The Goop Lab

Review: ‘The Goop Lab’ A Show Full Of Kooky Science And Playing On Female Insecurities

The Goop Lab is a six-episode infomercial designed to peddle odd scientific theories wrapped up in a facade of bettering women’s health and empowerment. While Goop certainly has it’s own reputation for outrageous products and unique scented candles; this brief peek behind the curtain was certainly revealing. No matter how many times they cued up the slow music while Paltrow and crew sat in a circle discussing some odd take on science, it was hard to shake the predatory vibe The Goop Lab had. This show was never about the physical and mental health of women; it was about mainstreaming these techniques and products as a cure for any of the insecurities women have.

The series is broken down into six individual episodes each dealing with a far fetched brand of science meant to better women’s (and I guess some men’s) lives. The first episode dealt with the medicinal uses of mushrooms, and it was by far the most annoying. Of the 30 minutes in episode one, 4-6 minutes was about the idea of how this fungus will get people to be open, and the rest of the show was a bunch of yuppies in Jamaica lamenting about tripping and crying about their “first world” problems. Episode 2 addresses overcoming anxiety by jumping into freezing bodies of water and breathing correctly through it. It seems the idea here is, “Hey, if you make through this stupid idea … all will be fine.”

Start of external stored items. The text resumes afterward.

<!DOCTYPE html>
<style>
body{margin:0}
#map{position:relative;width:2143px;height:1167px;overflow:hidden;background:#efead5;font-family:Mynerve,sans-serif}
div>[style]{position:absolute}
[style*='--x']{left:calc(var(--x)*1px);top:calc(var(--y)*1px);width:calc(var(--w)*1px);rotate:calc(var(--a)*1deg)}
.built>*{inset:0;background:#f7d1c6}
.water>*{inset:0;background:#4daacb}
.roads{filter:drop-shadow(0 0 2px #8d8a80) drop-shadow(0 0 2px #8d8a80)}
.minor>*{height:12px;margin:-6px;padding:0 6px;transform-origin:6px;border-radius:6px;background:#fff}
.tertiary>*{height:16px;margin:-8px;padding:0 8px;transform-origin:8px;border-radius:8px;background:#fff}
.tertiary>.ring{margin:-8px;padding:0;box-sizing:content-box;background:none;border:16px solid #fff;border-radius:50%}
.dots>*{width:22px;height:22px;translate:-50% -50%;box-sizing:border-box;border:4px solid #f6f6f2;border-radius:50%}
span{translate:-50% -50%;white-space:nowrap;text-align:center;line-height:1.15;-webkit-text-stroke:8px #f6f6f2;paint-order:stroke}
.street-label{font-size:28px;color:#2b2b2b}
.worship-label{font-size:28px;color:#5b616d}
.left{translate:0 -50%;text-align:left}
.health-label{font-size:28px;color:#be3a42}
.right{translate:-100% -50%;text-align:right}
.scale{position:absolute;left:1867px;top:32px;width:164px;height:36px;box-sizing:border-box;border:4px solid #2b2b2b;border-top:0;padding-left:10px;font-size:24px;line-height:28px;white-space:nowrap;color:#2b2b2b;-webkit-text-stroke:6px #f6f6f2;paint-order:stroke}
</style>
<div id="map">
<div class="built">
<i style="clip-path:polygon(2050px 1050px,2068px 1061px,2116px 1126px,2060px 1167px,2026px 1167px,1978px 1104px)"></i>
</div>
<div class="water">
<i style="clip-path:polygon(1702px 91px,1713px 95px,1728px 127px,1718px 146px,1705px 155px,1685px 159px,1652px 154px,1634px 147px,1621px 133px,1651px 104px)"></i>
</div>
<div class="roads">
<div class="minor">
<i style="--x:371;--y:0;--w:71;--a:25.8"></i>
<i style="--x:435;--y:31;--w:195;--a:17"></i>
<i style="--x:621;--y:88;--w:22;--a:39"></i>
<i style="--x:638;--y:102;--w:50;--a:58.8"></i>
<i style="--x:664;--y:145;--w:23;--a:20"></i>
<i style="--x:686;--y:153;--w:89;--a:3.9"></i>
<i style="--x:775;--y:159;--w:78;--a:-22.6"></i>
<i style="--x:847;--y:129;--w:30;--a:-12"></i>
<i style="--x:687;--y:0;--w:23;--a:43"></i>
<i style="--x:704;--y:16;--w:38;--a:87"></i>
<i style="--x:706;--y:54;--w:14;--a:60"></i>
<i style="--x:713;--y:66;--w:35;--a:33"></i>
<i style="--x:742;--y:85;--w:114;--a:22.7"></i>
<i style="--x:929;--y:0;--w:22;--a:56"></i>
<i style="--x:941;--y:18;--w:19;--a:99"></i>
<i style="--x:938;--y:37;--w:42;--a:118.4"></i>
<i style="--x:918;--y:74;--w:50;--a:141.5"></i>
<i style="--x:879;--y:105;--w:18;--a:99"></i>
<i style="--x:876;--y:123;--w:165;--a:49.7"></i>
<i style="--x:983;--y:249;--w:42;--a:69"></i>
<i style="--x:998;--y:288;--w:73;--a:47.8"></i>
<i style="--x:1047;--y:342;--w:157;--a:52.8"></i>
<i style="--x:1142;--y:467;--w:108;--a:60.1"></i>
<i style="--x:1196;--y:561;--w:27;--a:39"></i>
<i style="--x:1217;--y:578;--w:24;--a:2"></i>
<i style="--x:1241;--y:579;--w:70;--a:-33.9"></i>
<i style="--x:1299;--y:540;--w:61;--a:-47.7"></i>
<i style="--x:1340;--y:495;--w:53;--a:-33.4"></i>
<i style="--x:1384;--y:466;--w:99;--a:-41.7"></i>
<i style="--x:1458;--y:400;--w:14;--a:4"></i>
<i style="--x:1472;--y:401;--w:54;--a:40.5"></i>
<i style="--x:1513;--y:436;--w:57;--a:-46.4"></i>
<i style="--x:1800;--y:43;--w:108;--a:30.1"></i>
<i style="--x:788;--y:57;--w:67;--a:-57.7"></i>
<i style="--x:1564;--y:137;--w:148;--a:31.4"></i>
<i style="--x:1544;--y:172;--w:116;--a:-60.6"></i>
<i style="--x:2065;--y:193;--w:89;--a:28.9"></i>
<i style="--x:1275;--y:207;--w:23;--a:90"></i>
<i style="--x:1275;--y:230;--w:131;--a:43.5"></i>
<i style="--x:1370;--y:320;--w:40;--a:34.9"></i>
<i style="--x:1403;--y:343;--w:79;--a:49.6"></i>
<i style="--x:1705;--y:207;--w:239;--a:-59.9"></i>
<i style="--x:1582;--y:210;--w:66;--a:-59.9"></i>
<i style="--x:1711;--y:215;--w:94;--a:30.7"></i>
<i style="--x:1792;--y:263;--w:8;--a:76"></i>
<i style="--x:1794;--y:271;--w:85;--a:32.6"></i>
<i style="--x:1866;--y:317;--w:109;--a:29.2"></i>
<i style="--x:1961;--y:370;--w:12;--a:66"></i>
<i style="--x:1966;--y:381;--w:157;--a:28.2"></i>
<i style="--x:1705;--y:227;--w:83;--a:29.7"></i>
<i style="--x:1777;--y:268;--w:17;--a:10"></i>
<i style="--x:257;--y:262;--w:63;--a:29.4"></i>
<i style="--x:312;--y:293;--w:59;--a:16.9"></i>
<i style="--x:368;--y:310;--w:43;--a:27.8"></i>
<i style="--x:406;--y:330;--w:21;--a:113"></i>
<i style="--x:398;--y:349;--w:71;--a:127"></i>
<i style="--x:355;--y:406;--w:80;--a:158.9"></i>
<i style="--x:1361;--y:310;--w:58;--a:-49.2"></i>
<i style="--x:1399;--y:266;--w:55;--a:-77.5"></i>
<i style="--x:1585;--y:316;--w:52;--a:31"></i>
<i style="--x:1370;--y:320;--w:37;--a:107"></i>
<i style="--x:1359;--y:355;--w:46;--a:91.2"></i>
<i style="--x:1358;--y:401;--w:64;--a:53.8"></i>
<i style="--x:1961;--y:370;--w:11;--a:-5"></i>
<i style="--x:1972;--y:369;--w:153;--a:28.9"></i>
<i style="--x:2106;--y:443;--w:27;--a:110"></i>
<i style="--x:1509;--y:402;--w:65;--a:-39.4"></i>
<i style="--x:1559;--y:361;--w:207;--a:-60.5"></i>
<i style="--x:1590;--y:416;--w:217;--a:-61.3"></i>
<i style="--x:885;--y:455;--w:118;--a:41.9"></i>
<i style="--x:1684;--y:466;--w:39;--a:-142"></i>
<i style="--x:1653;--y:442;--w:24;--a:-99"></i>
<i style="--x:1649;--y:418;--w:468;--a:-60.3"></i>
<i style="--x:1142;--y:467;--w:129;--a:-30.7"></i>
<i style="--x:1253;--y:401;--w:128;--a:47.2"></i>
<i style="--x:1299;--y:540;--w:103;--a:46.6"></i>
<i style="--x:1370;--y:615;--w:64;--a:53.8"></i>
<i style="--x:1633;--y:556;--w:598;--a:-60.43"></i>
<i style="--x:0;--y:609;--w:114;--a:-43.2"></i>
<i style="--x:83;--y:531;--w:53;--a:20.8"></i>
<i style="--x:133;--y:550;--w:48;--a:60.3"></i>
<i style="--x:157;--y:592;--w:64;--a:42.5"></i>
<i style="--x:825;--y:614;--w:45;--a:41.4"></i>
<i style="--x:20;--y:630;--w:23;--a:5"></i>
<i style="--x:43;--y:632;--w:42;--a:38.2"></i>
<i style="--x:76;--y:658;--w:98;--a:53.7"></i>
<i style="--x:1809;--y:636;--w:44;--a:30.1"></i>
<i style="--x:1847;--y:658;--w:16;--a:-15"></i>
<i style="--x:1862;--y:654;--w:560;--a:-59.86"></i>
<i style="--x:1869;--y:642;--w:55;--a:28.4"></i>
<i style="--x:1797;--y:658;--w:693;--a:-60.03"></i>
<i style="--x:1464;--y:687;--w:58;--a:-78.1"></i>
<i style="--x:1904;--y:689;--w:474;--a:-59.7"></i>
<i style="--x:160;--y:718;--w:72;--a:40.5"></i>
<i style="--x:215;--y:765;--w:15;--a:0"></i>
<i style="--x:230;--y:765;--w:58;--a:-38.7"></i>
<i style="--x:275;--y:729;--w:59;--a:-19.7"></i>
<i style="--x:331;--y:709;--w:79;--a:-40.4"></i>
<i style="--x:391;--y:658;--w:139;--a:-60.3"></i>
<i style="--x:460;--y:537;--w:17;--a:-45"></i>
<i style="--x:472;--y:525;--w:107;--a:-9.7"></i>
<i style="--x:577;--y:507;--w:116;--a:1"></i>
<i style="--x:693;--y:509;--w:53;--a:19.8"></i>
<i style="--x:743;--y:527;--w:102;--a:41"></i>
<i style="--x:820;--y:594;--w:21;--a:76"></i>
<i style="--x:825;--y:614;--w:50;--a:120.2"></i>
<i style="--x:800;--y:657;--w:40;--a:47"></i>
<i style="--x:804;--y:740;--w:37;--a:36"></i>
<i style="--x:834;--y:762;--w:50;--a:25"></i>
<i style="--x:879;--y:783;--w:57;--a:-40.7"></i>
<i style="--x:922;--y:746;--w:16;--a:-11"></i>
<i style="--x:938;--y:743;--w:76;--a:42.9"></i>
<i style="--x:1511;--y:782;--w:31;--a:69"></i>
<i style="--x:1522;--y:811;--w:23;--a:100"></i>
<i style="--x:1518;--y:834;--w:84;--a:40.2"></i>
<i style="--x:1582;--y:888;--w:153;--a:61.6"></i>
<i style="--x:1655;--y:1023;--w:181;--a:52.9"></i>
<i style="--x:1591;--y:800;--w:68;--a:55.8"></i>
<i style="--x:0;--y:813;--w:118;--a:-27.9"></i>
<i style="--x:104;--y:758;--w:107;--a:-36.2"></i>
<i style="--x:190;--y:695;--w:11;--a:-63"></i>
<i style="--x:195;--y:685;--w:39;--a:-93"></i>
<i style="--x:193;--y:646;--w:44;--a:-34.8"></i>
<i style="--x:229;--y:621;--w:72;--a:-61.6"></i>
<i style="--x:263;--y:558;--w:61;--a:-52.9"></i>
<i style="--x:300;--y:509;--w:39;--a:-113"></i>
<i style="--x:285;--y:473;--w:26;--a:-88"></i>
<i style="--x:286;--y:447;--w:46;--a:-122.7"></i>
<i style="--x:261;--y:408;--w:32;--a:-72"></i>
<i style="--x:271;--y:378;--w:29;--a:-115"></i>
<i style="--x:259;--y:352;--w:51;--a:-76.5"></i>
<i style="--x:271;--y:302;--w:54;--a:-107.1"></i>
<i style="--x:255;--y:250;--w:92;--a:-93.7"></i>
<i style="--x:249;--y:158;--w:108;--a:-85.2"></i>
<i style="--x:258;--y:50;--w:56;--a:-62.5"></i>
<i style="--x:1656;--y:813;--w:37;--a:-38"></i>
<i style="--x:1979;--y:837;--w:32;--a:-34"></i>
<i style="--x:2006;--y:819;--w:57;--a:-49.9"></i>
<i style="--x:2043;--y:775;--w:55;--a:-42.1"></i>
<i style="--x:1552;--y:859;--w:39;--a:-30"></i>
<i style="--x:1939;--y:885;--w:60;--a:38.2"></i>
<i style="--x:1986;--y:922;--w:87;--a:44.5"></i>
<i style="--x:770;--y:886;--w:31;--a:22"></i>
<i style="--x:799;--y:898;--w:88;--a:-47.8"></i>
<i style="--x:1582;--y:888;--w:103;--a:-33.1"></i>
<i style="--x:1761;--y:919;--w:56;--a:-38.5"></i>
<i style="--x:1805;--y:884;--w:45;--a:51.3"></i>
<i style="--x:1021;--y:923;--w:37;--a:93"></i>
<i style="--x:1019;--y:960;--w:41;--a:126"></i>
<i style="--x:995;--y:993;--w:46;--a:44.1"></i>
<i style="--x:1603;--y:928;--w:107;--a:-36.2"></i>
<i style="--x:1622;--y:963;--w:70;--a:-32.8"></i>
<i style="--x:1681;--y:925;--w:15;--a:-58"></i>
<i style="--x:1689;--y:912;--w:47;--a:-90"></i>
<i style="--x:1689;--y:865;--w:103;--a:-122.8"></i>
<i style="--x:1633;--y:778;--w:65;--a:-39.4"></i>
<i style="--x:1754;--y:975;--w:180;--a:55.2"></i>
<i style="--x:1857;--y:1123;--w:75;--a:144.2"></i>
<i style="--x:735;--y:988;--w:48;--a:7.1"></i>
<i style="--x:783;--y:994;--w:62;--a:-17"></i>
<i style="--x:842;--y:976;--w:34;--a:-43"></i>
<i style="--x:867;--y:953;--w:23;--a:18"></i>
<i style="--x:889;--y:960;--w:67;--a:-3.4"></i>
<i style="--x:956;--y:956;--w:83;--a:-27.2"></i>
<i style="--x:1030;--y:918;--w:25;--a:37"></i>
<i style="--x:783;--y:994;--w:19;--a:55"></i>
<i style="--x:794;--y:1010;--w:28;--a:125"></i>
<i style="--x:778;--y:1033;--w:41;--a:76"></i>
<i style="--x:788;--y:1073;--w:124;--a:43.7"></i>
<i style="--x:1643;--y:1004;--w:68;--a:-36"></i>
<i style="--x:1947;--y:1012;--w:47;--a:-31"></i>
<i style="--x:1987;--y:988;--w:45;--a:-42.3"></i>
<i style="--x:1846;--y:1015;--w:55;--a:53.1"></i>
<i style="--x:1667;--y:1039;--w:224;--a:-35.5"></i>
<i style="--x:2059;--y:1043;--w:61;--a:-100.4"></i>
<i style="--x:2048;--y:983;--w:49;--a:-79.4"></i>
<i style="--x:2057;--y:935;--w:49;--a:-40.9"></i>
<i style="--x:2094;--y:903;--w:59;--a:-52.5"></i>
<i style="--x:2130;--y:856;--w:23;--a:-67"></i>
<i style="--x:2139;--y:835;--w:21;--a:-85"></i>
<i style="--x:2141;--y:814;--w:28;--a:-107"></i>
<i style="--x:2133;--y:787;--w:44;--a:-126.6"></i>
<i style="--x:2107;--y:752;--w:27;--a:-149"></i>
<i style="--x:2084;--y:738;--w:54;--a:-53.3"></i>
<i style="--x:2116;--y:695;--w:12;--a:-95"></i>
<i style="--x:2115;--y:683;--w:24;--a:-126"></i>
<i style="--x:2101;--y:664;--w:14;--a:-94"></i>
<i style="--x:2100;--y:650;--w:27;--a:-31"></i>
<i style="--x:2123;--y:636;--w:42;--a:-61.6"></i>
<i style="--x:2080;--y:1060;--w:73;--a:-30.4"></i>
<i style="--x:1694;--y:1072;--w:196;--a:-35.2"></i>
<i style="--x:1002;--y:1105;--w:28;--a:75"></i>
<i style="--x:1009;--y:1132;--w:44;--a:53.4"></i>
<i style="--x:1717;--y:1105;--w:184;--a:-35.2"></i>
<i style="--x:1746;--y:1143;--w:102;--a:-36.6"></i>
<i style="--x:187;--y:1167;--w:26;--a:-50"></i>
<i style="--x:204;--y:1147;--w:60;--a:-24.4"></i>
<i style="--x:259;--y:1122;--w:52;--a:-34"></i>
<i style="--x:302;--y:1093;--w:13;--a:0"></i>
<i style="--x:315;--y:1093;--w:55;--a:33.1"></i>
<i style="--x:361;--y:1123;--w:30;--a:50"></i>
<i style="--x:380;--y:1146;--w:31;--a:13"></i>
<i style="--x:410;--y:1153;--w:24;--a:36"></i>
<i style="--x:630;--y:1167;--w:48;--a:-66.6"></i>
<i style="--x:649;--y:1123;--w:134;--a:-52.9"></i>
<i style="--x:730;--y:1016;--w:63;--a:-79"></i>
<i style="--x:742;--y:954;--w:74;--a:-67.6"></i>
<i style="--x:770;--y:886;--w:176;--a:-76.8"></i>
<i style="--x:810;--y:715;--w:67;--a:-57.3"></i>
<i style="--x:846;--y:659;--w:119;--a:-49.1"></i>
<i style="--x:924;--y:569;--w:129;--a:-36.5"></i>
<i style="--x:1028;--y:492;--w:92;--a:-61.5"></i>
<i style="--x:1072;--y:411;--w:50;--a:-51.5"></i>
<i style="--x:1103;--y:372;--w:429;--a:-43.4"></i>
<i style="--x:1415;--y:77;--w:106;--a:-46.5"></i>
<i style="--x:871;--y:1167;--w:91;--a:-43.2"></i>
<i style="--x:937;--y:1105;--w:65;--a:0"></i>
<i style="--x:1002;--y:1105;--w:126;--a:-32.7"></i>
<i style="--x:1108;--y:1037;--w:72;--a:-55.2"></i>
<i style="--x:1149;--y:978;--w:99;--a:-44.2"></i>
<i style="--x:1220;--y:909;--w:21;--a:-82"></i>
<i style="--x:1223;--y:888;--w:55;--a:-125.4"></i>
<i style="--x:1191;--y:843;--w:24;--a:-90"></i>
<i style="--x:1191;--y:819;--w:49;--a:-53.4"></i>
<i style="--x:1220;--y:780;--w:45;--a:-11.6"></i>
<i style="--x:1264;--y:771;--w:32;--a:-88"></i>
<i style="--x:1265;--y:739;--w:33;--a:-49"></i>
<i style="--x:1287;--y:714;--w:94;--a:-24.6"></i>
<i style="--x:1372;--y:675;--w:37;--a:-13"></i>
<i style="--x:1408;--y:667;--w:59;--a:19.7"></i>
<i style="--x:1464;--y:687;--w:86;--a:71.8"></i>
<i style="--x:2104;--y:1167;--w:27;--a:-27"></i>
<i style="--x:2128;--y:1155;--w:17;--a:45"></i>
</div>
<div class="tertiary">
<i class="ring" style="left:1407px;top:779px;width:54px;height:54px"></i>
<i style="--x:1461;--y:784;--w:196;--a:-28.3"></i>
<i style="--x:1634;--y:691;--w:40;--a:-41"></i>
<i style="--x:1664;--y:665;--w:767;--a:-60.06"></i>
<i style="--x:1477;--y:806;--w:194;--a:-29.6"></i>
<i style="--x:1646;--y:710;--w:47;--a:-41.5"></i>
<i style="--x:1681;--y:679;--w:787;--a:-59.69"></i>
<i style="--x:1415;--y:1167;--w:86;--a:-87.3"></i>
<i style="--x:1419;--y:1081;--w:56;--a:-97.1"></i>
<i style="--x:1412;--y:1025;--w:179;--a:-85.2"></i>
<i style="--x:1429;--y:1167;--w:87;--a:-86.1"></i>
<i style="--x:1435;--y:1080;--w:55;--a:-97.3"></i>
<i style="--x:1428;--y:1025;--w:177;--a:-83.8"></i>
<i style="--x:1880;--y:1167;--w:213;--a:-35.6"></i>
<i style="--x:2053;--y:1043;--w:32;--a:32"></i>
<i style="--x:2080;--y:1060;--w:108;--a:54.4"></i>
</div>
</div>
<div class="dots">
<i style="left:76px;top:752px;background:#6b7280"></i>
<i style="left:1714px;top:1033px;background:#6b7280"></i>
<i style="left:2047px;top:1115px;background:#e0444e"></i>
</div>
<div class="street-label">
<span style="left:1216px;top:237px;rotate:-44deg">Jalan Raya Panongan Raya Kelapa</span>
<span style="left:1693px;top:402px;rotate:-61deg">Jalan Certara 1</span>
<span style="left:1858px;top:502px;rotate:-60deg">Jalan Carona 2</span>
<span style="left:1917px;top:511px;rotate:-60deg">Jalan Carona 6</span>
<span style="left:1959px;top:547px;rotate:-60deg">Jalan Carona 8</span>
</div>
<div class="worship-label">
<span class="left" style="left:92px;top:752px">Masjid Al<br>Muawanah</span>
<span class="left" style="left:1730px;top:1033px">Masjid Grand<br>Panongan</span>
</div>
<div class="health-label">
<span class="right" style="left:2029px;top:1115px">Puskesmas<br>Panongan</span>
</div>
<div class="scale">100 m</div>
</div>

Then, of course, there’s episode 3, which deals with women getting in touch with themselves (literally). The idea is that getting a closer look at your lady parts will erode your shame and lead to a healthier outlook. I’m not sure how sitting around naked staring at one another while someone looks at a mirror image of their business is helpful at all. The fourth, fifth, and sixth episodes span the spectrum from energy workers (fixing our energies) to diet and face regiments, and with psychic powers.

The fourth episode is likely the one most people will be talking about. In the episode entitled “Health Span,” The Goop Lab team seeks to improve their health by trying out different diets and undergoing various facial procedures. For half an hour they attempt to shine a light on cleanses and facial procedures (like vampire facials and stringing their cheeks). A Vampire Facial is when the doctor takes a certain amount of blood out of your body, spins the plasma out, and then massages the plasma in your face. It gives you this strawberry glow. Stringing the cheek is when a surgeon takes what looks like a fishing line and inserts it into your cheek, slightly pulling back your face. The woman who did this ended looking like The Joker from Batman.

All of these odd scientific “facts,” crash diets, and medical procedures are shown in a way that aims to be appealing to women. Is this the message we want to project towards others? On top of all this, The Goop Lab is structured in a way that’s so dull and odd that it’s a chore to even get through the show. There are certainly better options than this.